# DNR Considering Options to Help Boaters on Higgins Lake



## Hamilton Reef (Jan 20, 2000)

FOR IMMEDIATE RELEASE, 28 April 2005

Contacts:
Mary Dettloff 517-335-3014
Colleen Steinman 517-373-0399

DNR Considering Options to Help Boaters on Higgins Lake

The Michigan Department of Natural Resources is considering a variety of options to help provide boaters better access to Higgins Lake. Three townships around the lake recently asked the DNR to allow township residents to have "drop and go" privileges at the three boat launches at Higgins Lake, which would allow them to move to the front of the line of boats waiting to access the lake, launch their boats and then drive their vehicle and trailer back to their residence.

"Higgins Lake property owners asked us to stop this practice at DNR boat launches back in 1995," said Parks and Recreation Division Chief Ron Olson. "This practice is prohibited at our boat launches for several reasons, including fairness, safety and the fact that the DNR uses the number of parking spots at the launches to control the number of boats on lakes. We are cooperating with the townships' request by considering various solutions including expanded off-site parking."
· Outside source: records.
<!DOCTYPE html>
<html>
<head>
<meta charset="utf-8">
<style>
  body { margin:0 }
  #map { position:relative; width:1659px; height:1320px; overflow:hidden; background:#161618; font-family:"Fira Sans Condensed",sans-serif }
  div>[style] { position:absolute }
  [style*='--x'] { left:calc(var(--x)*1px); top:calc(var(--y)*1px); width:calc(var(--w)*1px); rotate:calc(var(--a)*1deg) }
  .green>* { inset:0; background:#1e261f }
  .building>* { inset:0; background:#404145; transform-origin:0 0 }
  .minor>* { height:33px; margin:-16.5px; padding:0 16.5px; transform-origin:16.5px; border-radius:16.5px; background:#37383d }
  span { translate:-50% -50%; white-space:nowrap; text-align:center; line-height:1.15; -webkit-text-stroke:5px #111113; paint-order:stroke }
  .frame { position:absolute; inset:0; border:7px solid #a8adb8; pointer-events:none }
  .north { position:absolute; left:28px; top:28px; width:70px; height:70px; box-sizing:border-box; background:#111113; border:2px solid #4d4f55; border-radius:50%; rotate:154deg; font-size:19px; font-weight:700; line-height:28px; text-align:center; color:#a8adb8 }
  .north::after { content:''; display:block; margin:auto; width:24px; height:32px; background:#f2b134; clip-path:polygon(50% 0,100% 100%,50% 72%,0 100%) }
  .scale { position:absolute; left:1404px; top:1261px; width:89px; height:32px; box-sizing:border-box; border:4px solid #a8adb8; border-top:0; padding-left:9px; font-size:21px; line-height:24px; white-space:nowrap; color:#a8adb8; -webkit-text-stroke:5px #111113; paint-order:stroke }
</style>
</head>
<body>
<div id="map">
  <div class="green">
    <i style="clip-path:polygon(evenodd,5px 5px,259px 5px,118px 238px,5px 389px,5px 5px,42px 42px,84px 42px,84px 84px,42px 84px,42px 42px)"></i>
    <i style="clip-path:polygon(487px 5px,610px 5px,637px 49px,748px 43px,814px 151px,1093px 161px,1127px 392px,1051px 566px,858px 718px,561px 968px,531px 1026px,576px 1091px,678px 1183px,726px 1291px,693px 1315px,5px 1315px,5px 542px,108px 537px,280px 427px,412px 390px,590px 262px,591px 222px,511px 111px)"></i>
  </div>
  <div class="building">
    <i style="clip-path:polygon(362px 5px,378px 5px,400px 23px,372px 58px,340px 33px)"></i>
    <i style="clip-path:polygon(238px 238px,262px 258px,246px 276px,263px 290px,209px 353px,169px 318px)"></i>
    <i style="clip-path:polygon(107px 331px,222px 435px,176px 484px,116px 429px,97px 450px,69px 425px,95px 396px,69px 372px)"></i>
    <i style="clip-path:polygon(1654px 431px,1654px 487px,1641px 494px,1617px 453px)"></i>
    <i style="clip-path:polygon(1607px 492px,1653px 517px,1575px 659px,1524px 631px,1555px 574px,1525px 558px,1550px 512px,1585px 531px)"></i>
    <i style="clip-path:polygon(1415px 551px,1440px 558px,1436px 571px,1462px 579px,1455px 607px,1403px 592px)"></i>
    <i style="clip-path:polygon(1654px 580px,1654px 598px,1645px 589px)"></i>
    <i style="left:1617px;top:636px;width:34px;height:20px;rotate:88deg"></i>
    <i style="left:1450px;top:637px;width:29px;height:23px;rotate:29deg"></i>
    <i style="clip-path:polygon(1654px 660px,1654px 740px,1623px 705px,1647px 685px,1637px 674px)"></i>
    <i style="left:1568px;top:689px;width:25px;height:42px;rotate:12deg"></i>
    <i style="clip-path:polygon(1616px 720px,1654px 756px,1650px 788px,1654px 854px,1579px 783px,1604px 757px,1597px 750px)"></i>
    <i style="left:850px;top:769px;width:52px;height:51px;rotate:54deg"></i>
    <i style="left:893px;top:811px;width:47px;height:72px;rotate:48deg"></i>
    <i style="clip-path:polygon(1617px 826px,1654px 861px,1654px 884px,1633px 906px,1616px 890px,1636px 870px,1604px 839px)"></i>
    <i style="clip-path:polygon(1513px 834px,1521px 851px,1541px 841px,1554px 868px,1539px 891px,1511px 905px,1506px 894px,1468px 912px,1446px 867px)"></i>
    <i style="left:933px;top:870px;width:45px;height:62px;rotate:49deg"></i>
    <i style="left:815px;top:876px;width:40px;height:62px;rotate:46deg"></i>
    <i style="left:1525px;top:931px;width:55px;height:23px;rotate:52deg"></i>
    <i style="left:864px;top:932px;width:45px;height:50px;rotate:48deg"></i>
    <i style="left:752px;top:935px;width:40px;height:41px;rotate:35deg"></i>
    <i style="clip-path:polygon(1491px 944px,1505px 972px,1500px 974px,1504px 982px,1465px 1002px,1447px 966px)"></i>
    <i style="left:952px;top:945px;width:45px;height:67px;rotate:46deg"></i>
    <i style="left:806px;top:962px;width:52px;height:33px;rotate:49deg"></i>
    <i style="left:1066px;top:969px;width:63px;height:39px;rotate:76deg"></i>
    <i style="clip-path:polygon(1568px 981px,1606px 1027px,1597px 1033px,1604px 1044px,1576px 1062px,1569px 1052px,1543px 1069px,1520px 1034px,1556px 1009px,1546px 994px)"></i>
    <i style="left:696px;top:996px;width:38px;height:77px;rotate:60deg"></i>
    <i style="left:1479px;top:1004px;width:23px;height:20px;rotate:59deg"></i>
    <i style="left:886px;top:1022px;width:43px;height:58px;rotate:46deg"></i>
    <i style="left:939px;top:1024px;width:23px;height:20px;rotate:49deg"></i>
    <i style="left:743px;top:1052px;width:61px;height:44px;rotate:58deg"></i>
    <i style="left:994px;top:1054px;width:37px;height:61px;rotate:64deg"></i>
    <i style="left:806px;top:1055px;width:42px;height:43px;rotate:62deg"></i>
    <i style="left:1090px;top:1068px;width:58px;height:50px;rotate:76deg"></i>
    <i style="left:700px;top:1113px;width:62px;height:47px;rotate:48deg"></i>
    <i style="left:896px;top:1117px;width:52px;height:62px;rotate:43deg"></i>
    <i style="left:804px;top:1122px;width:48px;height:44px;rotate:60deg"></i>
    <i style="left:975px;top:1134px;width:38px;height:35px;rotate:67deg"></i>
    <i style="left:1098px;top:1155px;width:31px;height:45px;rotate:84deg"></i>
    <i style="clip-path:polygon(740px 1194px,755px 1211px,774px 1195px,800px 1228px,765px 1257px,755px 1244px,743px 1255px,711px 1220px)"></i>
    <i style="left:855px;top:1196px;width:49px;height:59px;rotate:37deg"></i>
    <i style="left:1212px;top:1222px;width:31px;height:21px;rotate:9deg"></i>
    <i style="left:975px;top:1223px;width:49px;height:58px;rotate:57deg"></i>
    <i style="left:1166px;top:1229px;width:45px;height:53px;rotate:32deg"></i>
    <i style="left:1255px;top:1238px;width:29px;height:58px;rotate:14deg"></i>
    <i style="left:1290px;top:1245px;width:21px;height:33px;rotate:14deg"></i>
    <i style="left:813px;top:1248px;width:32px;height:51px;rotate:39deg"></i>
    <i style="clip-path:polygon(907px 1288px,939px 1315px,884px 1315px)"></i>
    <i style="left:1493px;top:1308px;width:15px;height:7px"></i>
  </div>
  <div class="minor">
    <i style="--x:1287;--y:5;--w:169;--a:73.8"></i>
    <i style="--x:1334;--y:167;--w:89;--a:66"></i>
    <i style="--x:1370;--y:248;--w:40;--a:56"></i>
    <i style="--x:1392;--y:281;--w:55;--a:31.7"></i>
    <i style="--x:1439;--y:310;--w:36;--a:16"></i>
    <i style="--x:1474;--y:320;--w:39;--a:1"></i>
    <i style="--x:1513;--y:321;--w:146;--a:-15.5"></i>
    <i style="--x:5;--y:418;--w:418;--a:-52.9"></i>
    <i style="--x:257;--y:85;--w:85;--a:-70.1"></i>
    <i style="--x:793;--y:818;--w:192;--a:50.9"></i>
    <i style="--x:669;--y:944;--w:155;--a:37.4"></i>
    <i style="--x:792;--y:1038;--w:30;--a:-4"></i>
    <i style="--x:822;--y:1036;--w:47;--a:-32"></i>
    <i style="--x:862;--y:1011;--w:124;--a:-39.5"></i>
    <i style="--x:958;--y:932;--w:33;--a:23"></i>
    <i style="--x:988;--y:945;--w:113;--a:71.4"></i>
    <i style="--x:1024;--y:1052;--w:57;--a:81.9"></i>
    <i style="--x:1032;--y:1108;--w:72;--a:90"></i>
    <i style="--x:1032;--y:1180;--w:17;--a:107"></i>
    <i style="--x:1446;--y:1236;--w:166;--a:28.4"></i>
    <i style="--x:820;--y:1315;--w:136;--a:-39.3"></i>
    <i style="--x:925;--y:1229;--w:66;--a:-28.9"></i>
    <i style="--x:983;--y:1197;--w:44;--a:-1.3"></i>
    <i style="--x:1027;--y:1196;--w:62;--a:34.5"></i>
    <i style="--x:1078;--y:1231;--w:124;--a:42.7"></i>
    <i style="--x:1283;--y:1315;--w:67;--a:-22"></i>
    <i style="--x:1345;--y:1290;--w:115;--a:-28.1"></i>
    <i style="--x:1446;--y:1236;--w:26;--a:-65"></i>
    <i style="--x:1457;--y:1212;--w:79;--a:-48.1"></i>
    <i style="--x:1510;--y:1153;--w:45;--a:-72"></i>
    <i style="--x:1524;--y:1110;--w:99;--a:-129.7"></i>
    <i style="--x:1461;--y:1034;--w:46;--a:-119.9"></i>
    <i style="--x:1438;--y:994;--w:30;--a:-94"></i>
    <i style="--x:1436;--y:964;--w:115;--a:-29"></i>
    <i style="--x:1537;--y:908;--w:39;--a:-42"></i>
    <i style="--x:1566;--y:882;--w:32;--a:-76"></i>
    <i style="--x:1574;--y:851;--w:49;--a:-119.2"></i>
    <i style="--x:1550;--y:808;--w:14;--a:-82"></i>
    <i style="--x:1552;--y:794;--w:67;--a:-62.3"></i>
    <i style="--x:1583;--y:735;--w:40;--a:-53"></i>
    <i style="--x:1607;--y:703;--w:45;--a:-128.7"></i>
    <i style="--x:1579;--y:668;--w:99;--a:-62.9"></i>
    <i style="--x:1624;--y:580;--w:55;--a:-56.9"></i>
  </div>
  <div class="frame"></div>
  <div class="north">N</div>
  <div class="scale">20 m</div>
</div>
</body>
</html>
The townships of Gerrish, Lyon and Beaver Creek recently approached the DNR asking for a method to permit residents who do not need a parking space the opportunity to launch. The townships also recommended utilizing nearby vacant property for short-term boater parking, and Olson said the DNR is cooperating with the townships on a proposal to expand parking.

Another option to alleviate congestion at busy boat launches involves the construction of a waiting dock. These facilities are being planned for the West Higgins and West Houghton access sites for the 2006 boating season.

"We appreciate the public's patience when both launching and retrieving a boat this summer," Olson said. "We want boating in Michigan to be an enjoyable experience for all, and hope to resolve the issue of long waits at boat launches by working with the local units of government on these issues."

The DNR is committed to the conservation, protection, management, use and enjoyment of the state's natural resources for current and future generations.


----------



## Islander26 (Feb 23, 2004)

I can see the fists flying already


----------